8月31日、こども家庭庁の実施した「15歳から39歳の若者10万人」を対象とした初の大規模アンケート調査野結果が報道された。
それによると、未婚者4万3,529人に「将来結婚したいか」と質問したころ、
「結婚するつもりはない」が35.1%、「いずれは結婚したい」が37.5%、「2~3年以内に結婚したい」が10.3%だったとのこと。
実に若者の3分の1は、結婚しようと思っていないらしい。
(⇒ 読売新聞オンライン 2026年8月31日記事:未婚の若者3割が「将来結婚するつもりはない」、結婚より「余暇・趣味を楽しむ」優先…初の10万人調査)
さて、まずこの調査で何より注目されるのは、39歳までが若者枠に入っているということである。
いやはや、18歳も20歳も成人とは言えず、実際には30歳でようやく成人と言える成熟状態になる……
とは現代になってからさんざん言われてきたことではあるが、国の省庁の正式調査で39歳までが若者とカテゴライズされてしまったのだから、
これこそまさに、一昔前の週刊誌が若者の性の乱れを報道する際などの「ついにここまで来た!」という言い方をすべきところなのかもしれない。
39歳が若者枠であるなんて、それこそ昭和世代には失笑ものの現実であるだろう。
だが、そんなことはともかくとして――
この「若者――繰り返すが39歳までである――の3人に1人は結婚しようと思っていない」というのは、概ね世間の人たちの肌感覚に合致しているのではあるまいか。
いや、実態から見ると、むしろ少ないくらいではあるまいか。
これは以前の記事の繰り返しになるが、
「仕事から帰ってきて、今度は家の仕事をする」
なんてことを進んで受け入れようとする人って、少数派に決まってるのは容易にわかる。
(⇒ 2025年6月6日記事:日本の出生率・出生数、過去最低に-あなたは仕事から帰ってまだ家の仕事をしたいか?)
現役労働世代はもちろんのこと、15歳という将来労働世代であっても、「そんな目に遭いたい」と思う人はハッキリ言って異常である。
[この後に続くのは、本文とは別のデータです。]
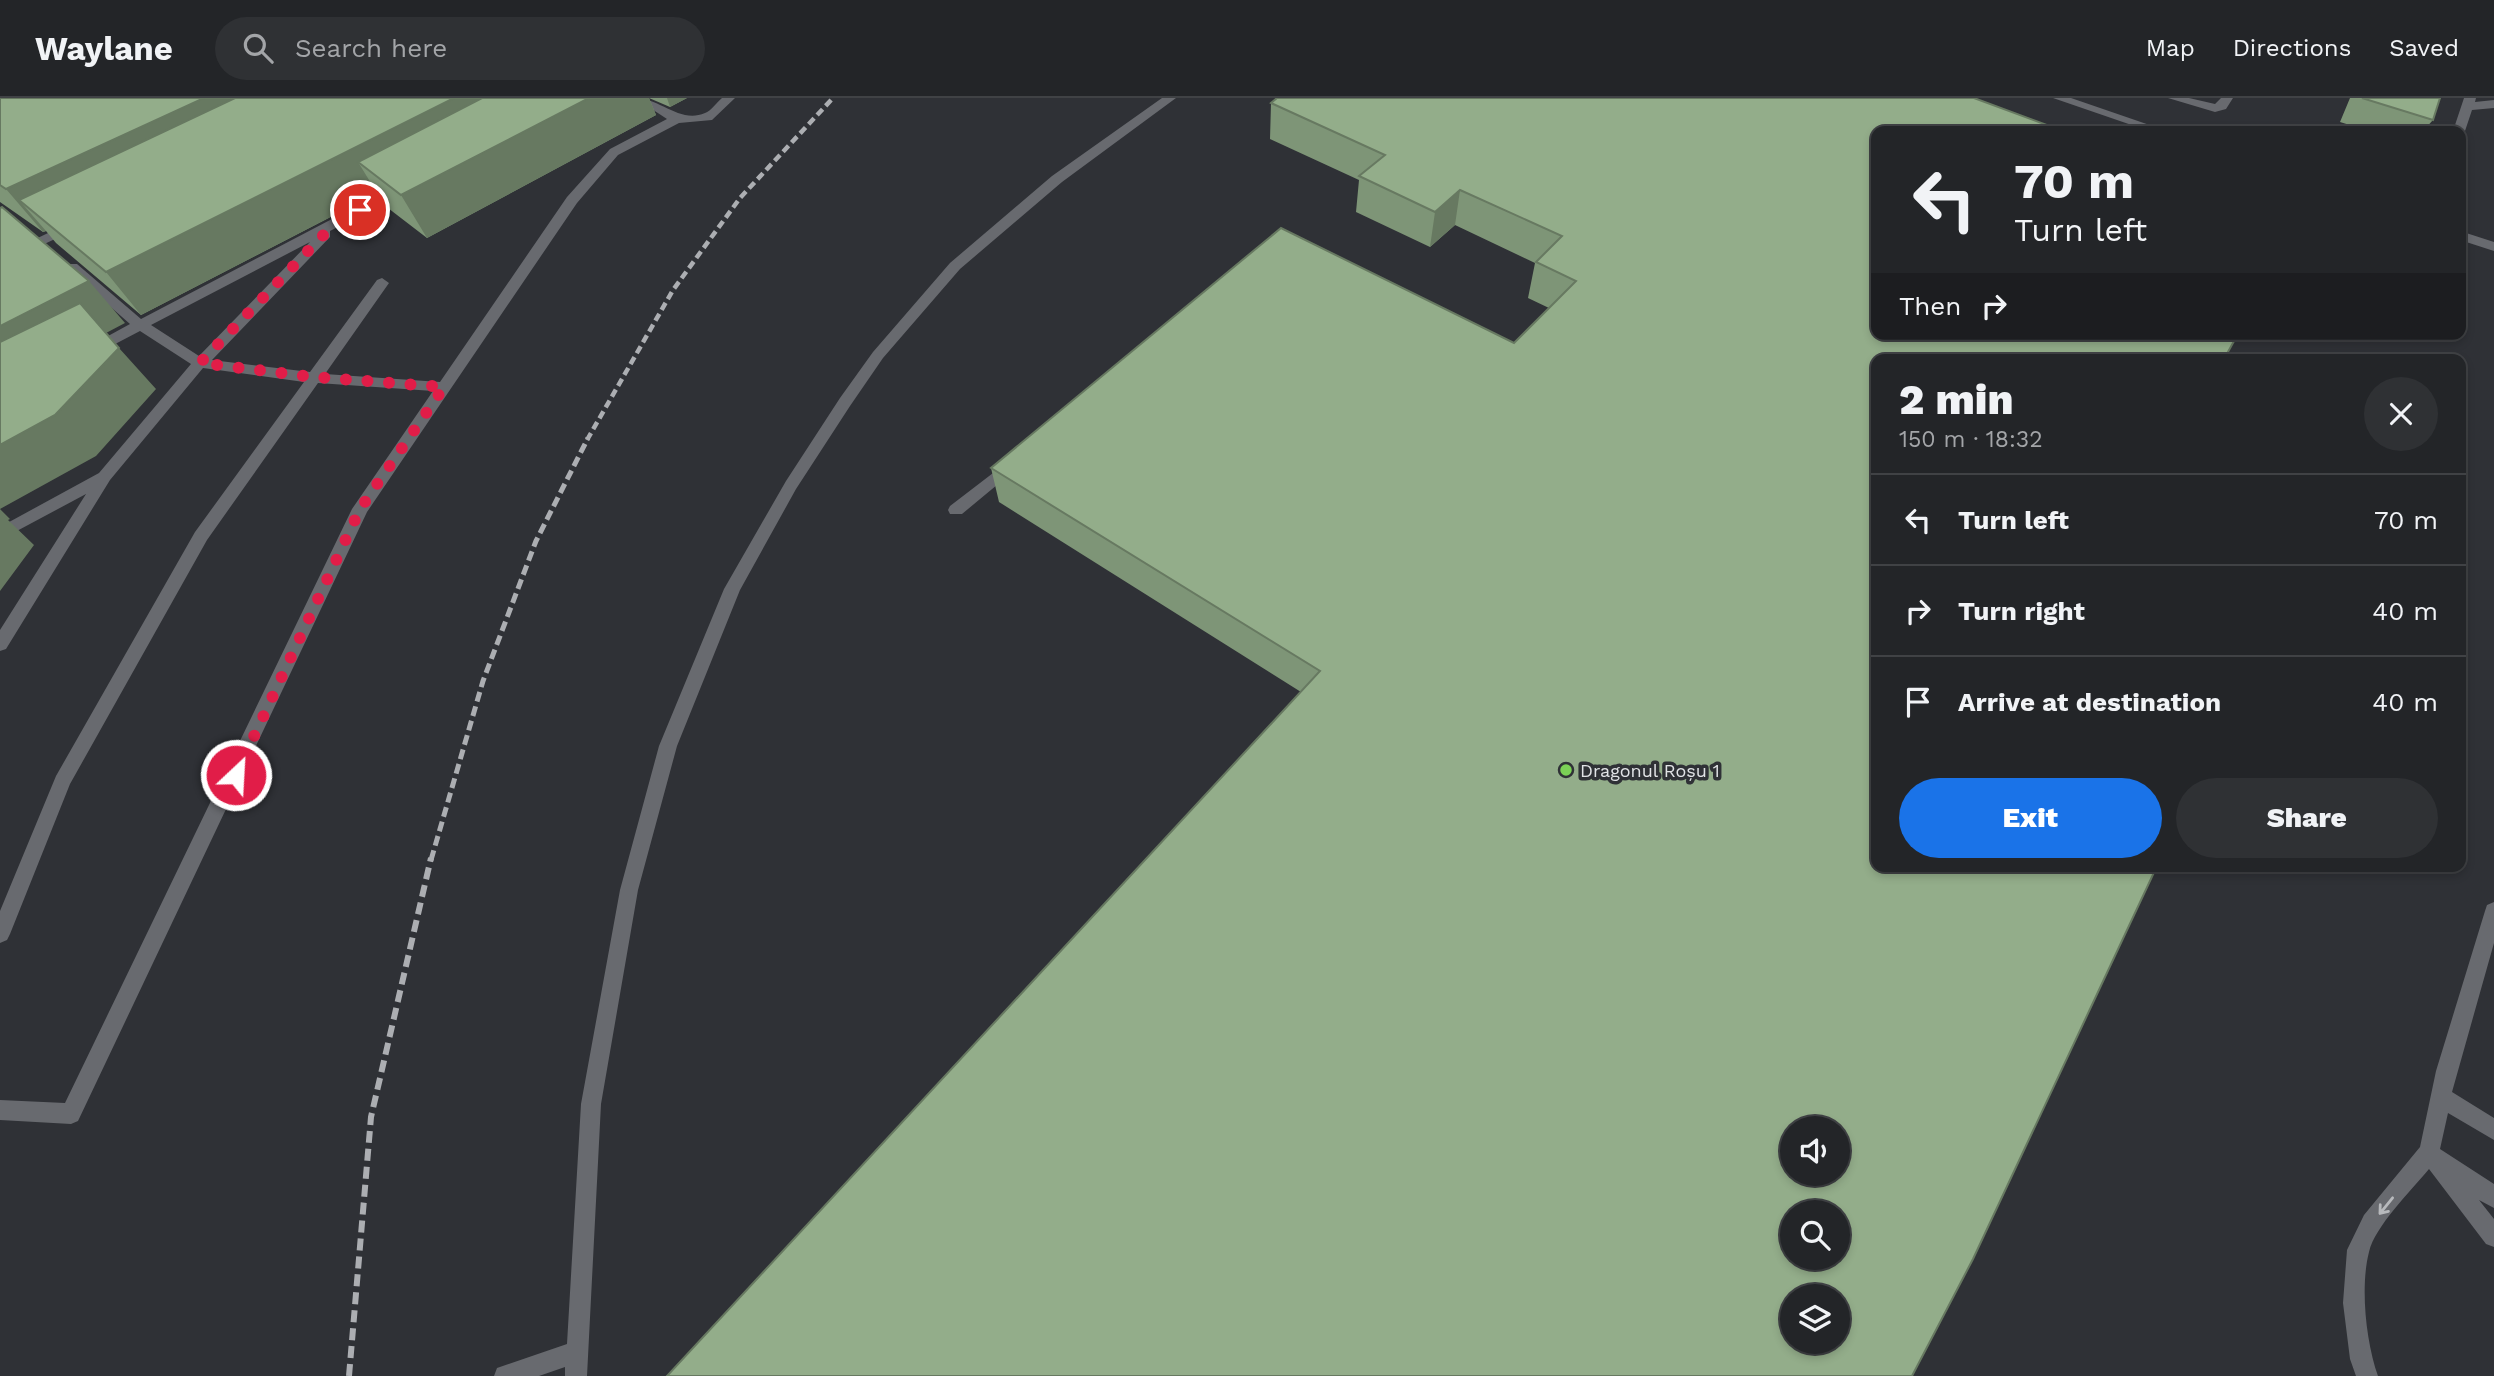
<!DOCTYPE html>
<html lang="en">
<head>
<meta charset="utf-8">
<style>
	:root { --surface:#232528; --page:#2f3134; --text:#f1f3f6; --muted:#a3a5a8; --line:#404245; --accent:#1a73e8 }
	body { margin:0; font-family:"Work Sans",sans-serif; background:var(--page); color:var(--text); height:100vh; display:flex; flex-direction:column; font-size:26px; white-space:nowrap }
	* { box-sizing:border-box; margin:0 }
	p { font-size:23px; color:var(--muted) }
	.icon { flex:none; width:38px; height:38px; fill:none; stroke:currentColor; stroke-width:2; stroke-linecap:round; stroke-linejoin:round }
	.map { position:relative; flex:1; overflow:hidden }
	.panel { position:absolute; left:1871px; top:256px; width:595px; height:518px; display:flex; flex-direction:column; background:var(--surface); border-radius:14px; box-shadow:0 4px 10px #0003,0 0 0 2px var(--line) }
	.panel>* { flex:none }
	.top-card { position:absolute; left:1871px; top:28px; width:595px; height:214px; border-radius:14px; box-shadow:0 4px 10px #0003,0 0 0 2px var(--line); background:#232528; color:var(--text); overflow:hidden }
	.fabs { position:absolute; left:1780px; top:1018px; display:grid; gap:14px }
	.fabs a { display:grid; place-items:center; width:70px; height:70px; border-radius:50%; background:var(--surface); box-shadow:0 4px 10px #0003,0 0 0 2px var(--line); font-size:35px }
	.pin { position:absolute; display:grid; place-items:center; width:60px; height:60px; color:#fff; margin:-30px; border:4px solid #fff; border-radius:50%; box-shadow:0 2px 7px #0007 }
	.me { position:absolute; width:77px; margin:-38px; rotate:25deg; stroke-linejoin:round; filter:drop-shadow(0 0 5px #0008) }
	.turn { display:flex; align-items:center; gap:24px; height:147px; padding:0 28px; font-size:32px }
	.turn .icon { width:91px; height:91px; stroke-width:2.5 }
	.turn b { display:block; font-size:49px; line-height:60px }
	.then { display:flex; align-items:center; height:66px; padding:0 28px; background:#0003; gap:14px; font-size:26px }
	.round { display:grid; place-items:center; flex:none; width:74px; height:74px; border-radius:37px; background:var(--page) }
	.head { display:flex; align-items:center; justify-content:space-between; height:119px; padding:0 28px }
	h1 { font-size:42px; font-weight:800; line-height:52px }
	.action { display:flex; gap:14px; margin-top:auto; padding:14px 28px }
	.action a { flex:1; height:80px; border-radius:42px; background:var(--accent); color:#fff; font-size:28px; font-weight:800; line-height:80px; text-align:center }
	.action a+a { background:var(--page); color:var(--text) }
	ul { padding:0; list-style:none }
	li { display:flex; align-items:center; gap:21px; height:91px; padding:0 28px; border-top:2px solid var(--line) }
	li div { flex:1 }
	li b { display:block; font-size:26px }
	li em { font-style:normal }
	header { display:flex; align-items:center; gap:42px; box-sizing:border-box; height:98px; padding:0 35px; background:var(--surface); border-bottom:2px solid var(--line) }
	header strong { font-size:33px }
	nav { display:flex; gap:38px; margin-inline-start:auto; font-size:24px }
	.search { width:490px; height:63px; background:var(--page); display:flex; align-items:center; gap:18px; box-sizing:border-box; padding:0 24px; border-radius:38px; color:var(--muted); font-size:26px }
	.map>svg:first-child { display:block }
</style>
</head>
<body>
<header>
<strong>Waylane</strong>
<div class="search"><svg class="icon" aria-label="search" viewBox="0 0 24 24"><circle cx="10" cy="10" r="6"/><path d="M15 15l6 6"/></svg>Search here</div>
<nav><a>Map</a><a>Directions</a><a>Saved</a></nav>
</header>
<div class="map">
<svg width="2494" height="1278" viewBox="0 0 2494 1278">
	<rect width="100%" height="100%" fill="#2f3136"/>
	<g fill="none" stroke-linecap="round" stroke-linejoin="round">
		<path fill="#686a6f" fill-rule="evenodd" d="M 635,0 C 660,0 680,26 705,15 C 711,13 717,4 722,0 L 735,0 L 712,22 L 679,25 L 618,57 L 577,105 L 367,414 L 78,1023 L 71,1026 L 0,1022 L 0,1002 L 65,1005 L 352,411 L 433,293 L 318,285 L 207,442 L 70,686 L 10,836 L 7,842 L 0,845 L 0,813 L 56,678 L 195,434 L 304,284 L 203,270 L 110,382 L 6,551 L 0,553 L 0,532 L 86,396 L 0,442 L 0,429 L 99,375 L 191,266 L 140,233 L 98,255 L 88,255 L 88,249 L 130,226 L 65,169 L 67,166 L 77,166 L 141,221 L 395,88 L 405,88 L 405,94 L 330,133 L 330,139 L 212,262 L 310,274 L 377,182 L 382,180 L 389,185 L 325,276 L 440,284 L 567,99 L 610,51 L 667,21 ZM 310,144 L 199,258 L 151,227 Z
			M 1162,0 L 1176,0 L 1062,84 L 960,171 L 883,260 L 850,308 L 796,391 L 740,492 L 677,648 L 638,792 L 601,1006 L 587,1278 L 565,1278 L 565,1269 L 539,1278 L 494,1278 L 497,1270 L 567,1246 L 581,1006 L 620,792 L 659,648 L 724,491 L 786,383 L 840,300 L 873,254 L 950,165 L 1052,78 Z
			M 2053,0 L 2071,0 L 2167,33 L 2149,33 Z
			M 2168,0 L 2189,0 L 2215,6 L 2221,0 L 2233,0 L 2226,11 L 2215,14 Z
			M 2464,0 L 2476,0 L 2475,4 L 2494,2 L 2494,10 L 2472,12 L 2465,33 L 2460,36 L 2460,33 L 2453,33 Z
			M 69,125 L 74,126 L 74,132 L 0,167 L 0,158 Z
			M 2460,133 L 2494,144 L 2494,153 L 2460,142 Z
			M 1010,362 L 1018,368 L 1015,372 L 962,416 L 950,416 L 948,412 L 950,408 Z
			M 2494,804 L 2494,845 L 2452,994 L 2494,1020 L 2494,1042 L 2448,1015 L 2440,1051 L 2494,1086 L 2494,1110 L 2479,1102 L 2494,1121 L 2494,1149 L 2486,1146 L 2429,1071 C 2411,1093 2375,1128 2369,1154 C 2360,1189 2366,1244 2378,1278 L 2356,1278 L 2350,1261 L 2343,1205 L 2347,1152 L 2364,1117 L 2420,1049 L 2436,973 L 2485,813 L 2487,807 Z"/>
		<path stroke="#acaeb2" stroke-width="4.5" stroke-dasharray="8 4.5" stroke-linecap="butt" d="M 587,342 L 673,192 L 740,100 L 833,0"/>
		<path stroke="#acaeb2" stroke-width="5" stroke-dasharray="10 5" stroke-linecap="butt" d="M 431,762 L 483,583 L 536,443 L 588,340"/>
		<path stroke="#acaeb2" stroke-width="6" stroke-dasharray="12 6" stroke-linecap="butt" d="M 349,1278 L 371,1019 L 431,760"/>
	</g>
	<path fill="#7e9577" d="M 0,0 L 687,0 L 670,9 L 649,0 L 656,17 L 427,140 L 384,107 L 377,95 L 141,217 L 56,145 L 46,133 L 43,134 L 0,104 Z
		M 1974,0 L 1301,594 L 999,404 L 991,370 L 1514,245 L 1549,210 L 1528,200 L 1535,165 L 1455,127 L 1430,149 L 1356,114 L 1359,82 L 1270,41 L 1271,5 Z
		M 2350,0 L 2440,0 L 2433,22 L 2423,33 L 2369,33 L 2340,24 Z"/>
	<path fill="#677961" d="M 204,0 L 323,0 L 19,102 L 46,133 L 43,134 L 6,91 Z
		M 454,0 L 559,0 L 358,64 L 377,95 L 141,217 L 106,174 Z
		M 589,0 L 649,0 L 656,17 L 427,140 L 401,97 Z
		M 667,0 L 687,0 L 670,9 Z
		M 1460,92 L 1455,127 L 1430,149 L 1435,114 Z
		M 89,183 L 125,225 L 0,291 L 0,228 Z
		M 119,250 L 156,291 L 96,358 L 0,411 L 10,421 L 8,422 L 34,447 L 0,493 L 0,347 Z"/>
	<path fill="#93ad8a" stroke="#677961" stroke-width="2" fill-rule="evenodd" d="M 0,0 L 204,0 L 6,91 L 0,87 Z
		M 235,0 L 454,0 L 106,174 L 19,102 Z
		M 482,0 L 589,0 L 401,97 L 358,64 Z
		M 1277,0 L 1974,0 L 2063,33 L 1876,33 L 1876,236 L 2238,236 L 2224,261 L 1876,261 L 1876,768 L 2157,768 L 1973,1161 L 1912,1278 L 667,1278 L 1320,573 L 991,370 L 1281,130 L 1514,245 L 1576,183 L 1536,164 L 1562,138 L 1460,92 L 1435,114 L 1359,78 L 1385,57 L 1271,5 ZM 1792,1031 L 1838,1031 L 1838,1076 L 1792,1076 ZM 1792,1115 L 1838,1115 L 1838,1160 L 1792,1160 ZM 1792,1199 L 1838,1199 L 1838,1244 L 1792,1244 Z
		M 2362,0 L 2440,0 L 2433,22 Z
		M 2,109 L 89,183 L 0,228 L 0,110 Z
		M 80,205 L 119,250 L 55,317 L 0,347 L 0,244 Z"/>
	<defs><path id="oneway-shaft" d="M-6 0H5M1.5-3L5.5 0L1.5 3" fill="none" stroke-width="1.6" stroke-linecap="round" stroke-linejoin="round" transform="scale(1.75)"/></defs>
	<use stroke="#b7b9bc" href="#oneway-shaft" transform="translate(2386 1108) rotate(129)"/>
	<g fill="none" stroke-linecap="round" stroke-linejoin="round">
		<path stroke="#e11d48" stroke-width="12" stroke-dasharray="0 21.6" d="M 236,677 L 360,411 L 444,289 L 314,279 L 200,265 L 336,124 L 360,112"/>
	</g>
	<circle fill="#7bd156" stroke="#2f3136" stroke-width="2.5" cx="1566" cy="672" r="7"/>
	<g text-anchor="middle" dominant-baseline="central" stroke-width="7" stroke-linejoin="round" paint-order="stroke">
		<g font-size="18" fill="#e1e3e6" stroke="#2f3136" text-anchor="start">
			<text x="1580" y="672">Dragonul Roșu 1</text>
		</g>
	</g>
</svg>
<div class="fabs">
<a><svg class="icon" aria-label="sound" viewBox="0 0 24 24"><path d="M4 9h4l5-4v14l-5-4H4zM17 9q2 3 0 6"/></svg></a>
<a><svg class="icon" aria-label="search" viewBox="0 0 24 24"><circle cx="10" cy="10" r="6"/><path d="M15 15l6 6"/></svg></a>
<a><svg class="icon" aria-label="layers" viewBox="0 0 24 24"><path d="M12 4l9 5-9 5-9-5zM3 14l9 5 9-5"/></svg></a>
</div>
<div class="pin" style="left:360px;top:112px;background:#d93025"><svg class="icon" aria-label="arrive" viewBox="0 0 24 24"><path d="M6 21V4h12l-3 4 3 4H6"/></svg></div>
<svg class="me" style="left:236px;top:677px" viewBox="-20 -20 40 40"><circle r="17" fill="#e11d48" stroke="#fff" stroke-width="3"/><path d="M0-11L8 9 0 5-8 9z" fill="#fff"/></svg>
<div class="top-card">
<div class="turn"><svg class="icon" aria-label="left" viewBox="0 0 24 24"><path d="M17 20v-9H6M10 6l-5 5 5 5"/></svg><div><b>70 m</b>Turn left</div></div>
<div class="then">Then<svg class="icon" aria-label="right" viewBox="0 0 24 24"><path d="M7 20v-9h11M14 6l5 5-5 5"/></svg></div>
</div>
<section class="panel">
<div class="head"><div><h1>2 min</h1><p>150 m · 18:32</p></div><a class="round"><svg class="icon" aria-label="close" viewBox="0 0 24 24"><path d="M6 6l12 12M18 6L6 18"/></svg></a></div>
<ul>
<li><svg class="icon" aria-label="left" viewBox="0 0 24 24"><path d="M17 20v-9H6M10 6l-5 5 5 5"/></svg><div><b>Turn left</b></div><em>70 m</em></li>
<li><svg class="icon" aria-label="right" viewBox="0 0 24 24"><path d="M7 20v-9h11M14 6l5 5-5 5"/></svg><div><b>Turn right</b></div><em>40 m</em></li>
<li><svg class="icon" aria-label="arrive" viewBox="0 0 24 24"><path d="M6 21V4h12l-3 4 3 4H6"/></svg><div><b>Arrive at destination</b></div><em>40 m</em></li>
</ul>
<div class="action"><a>Exit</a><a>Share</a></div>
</section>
</div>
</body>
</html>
その異常な人たちがまだ65%もいるらしいことの方が、却って異常とさえ言える。
しかしその異常な状態も、これから年々正常化に近づいていくだろう。
すなわち「結婚するつもりはない」の割合はさらに上がり、半分くらいに到達するのが予想できる。
いまや結婚も恋愛も多くの人にとって希望どころか負担であり、「めんどくさいもの」「リスク高いもの」とのイメージが広まっているのは疑えない。
それはまるで課金ガチャのゲームのごとく、不確かなものにカネと時間と心身の労力を費やす「むなしさ」を象徴するものになっていると言っても過言ではない。
(そう、課金ガチャ系のゲームもまた、衰退の道を辿っていくと私は思う。)
たぶんこの種のアンケートが継続されるとするならば、「結婚する気がない」が50%に到達するのはそんなに遠くないだろう。
むろん「近いうち/いつか結婚したい」と答えた人が全員結婚できるはずがないのだから、現実に結婚する人が少数派に転化するのはほとんど確実なような気がする。
少なくとも日本においては、結婚しないということは生殖しないということにほぼ等しいので――
ついに人類社会の(ほんの一時代の小さな集団においてではなく)大きな一部は、その成員の半分超が生殖しないという空前の状態を迎えることになる。
これは人類史における画期であって、記念碑的な出来事だ。
なんだかこう、いったいこれから日本はどう変貌していくのか、逆にワクワクしてくるくらいである。
(こう感じる人は、意外に多いような気がする……)
はたしてこの非婚化日本、人口急減急落社会は、どうなっていくのだろうか。
底を打つのはいつなのか、リバウンドするときが来るのか――
私は永遠に生きたいとは思わないが、100年後の世界というのは確かに見てみたいと思う。